Si ces intentions sont nobles, les méthodes radicales du Maître du Magnétisme en choquera plus d’un. Lui même admettra en s’attaquant à une enfant être devenu ce qu’il s’est juré de combattre : un despote raciste pas si différent d’Hitler. En plus d’une réflexion passionnante induisant que les victimes peuvent devenir des bourreaux, Claremont invente progressivement un passé à ce personnage après 20 d’existence chez Marvel: Magneto a vu toute sa famille exterminée à Auschwitz, il en est un des rares survivants avec Magda la femme qu’il a sauvé.
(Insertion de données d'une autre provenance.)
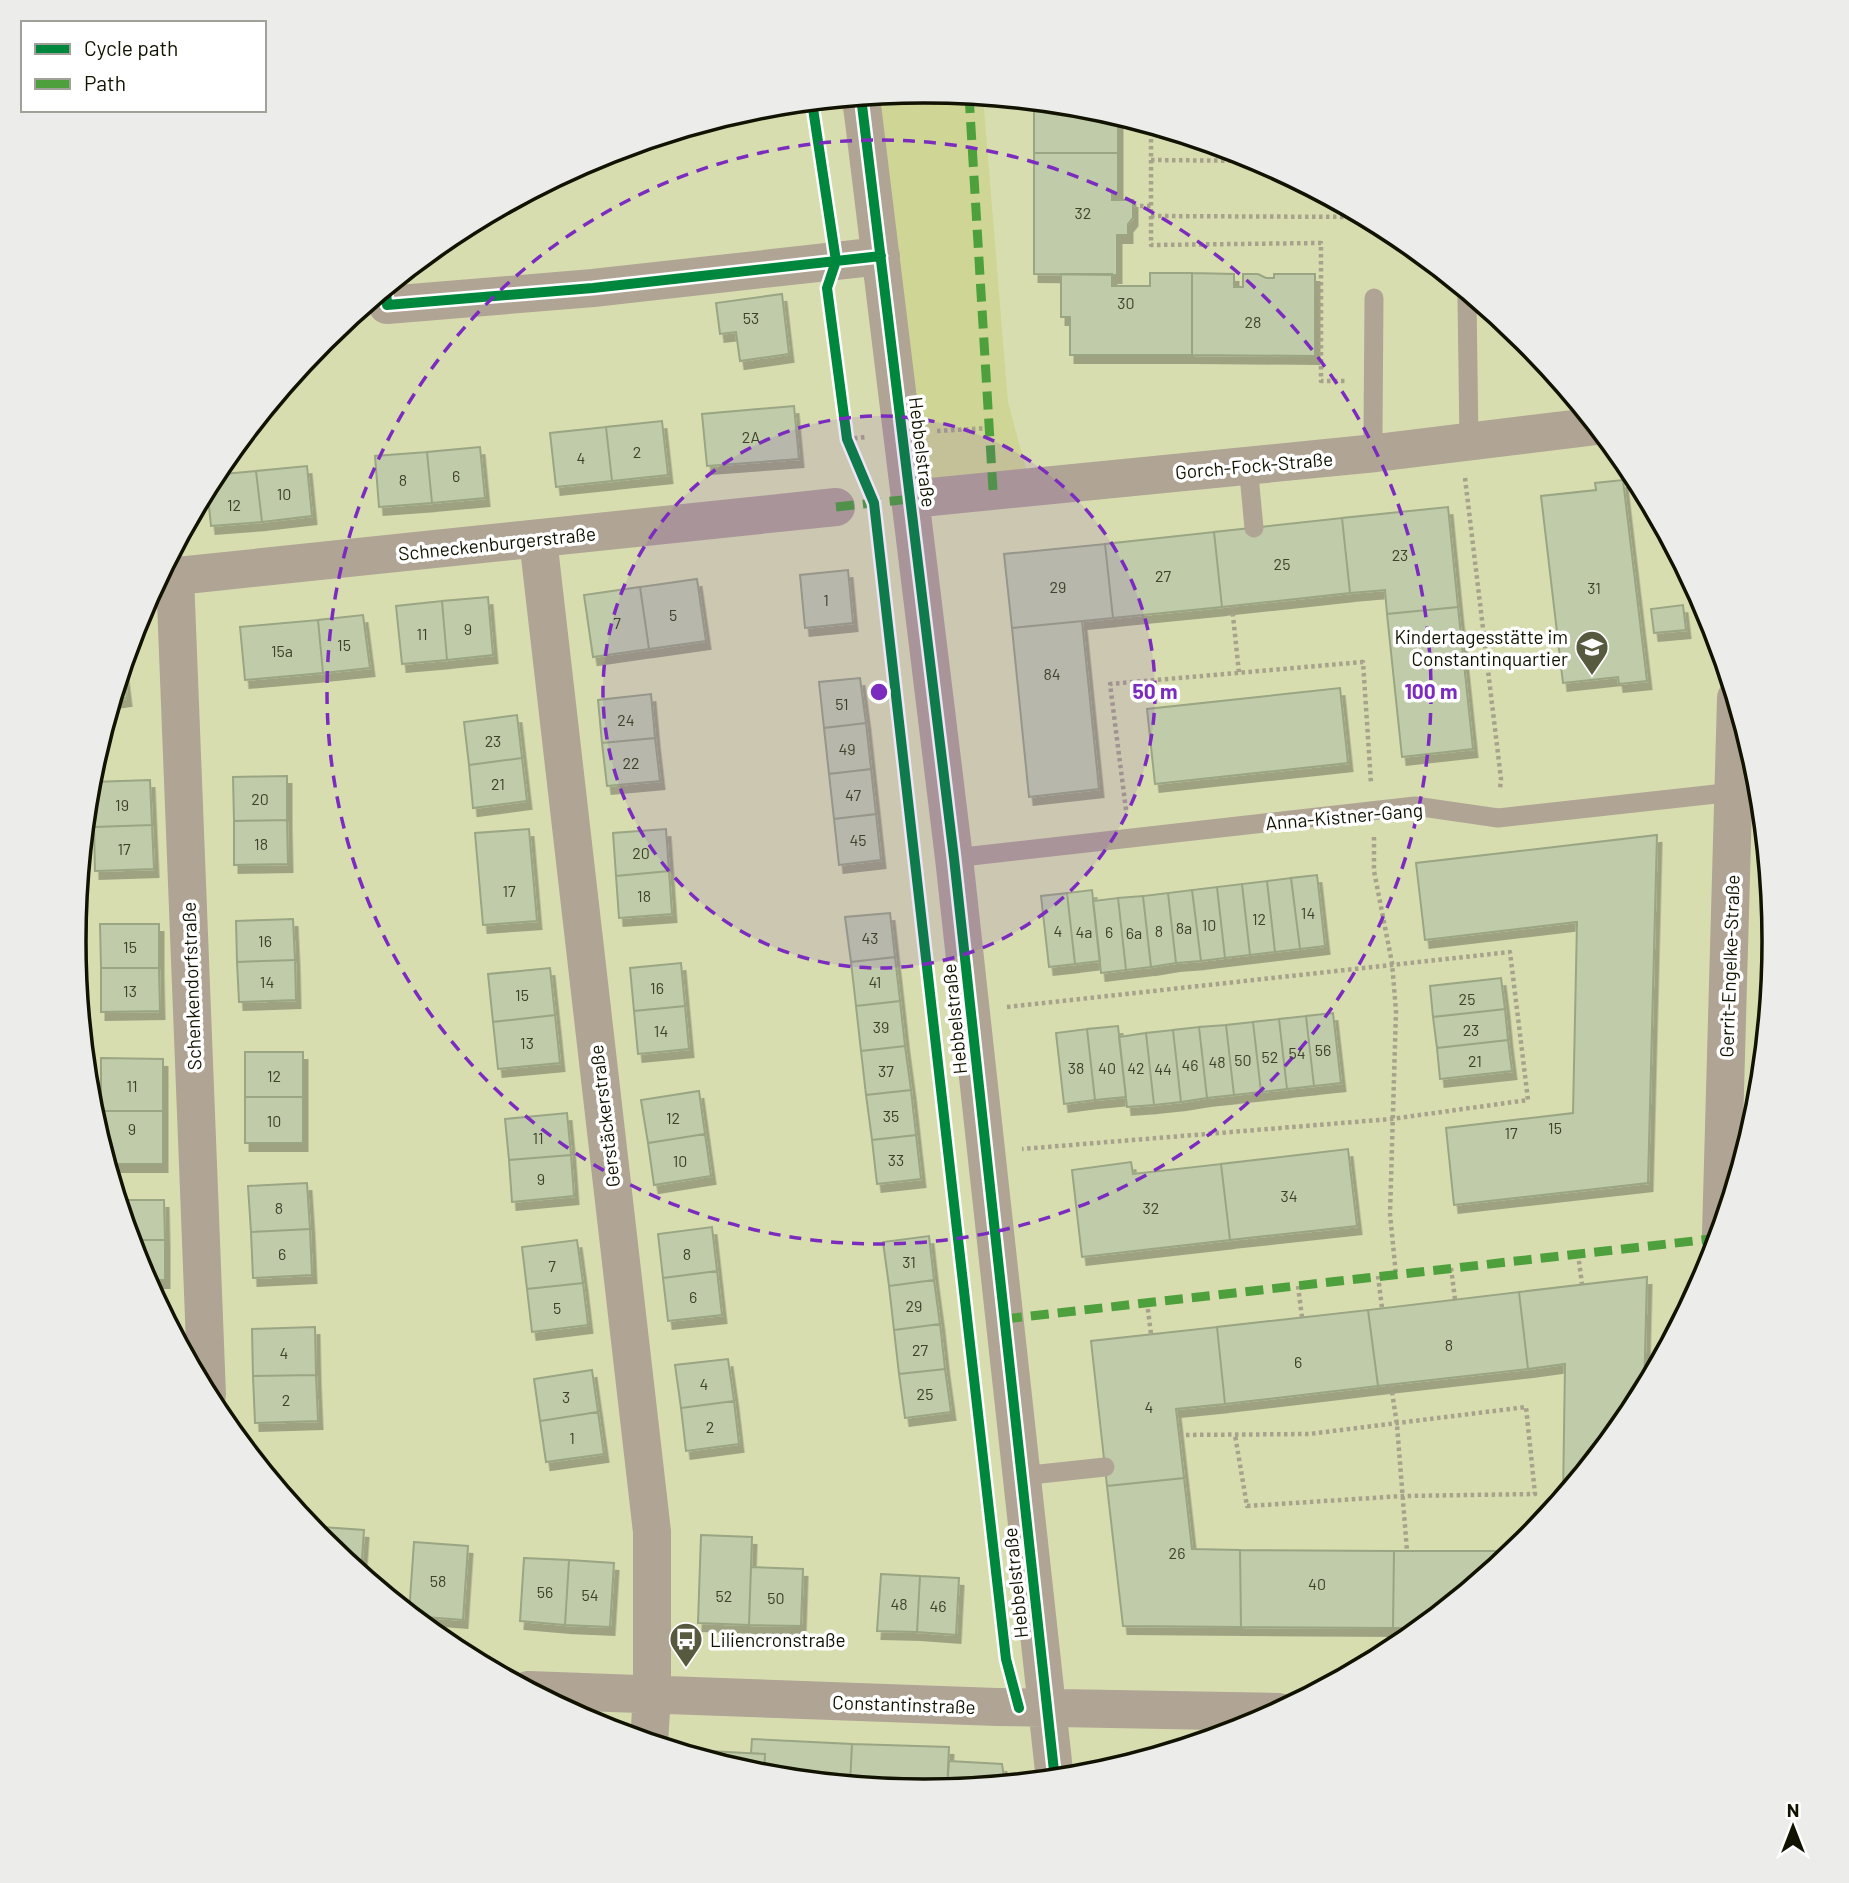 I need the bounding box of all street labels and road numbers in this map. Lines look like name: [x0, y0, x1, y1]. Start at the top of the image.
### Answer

De retour à la vie civile, des militants communistes le persécutent et causent accidentellement la mort de sa petite fille. Fou de douleur, Le jeune Magneto cède à la rage qui l’habite en déployant pour la première fois ses pouvoirs. Terrorisée par cet homme qu’elle pensait aimer, Magda abandonne un Magneto désemparé qui rencontre en Israel un jeune Thérapeute idéaliste : un certain Charles Xavier …
Claremont que l’on a jamais assez remercié pour les aventures des Xmen qui nous ont tant fait rêver, fait rentrer la Shoah dans les Comics Books. Alors que le monde des comics voue une adulation parfois agacante envers Alan Moore et Frank Miller, le choix de Claremont de transformer un vilain d’operette en une victime de l’histoire qui se révolte, est une une étape majeure de l’évolution du Comic Book que l’on oublie souvent.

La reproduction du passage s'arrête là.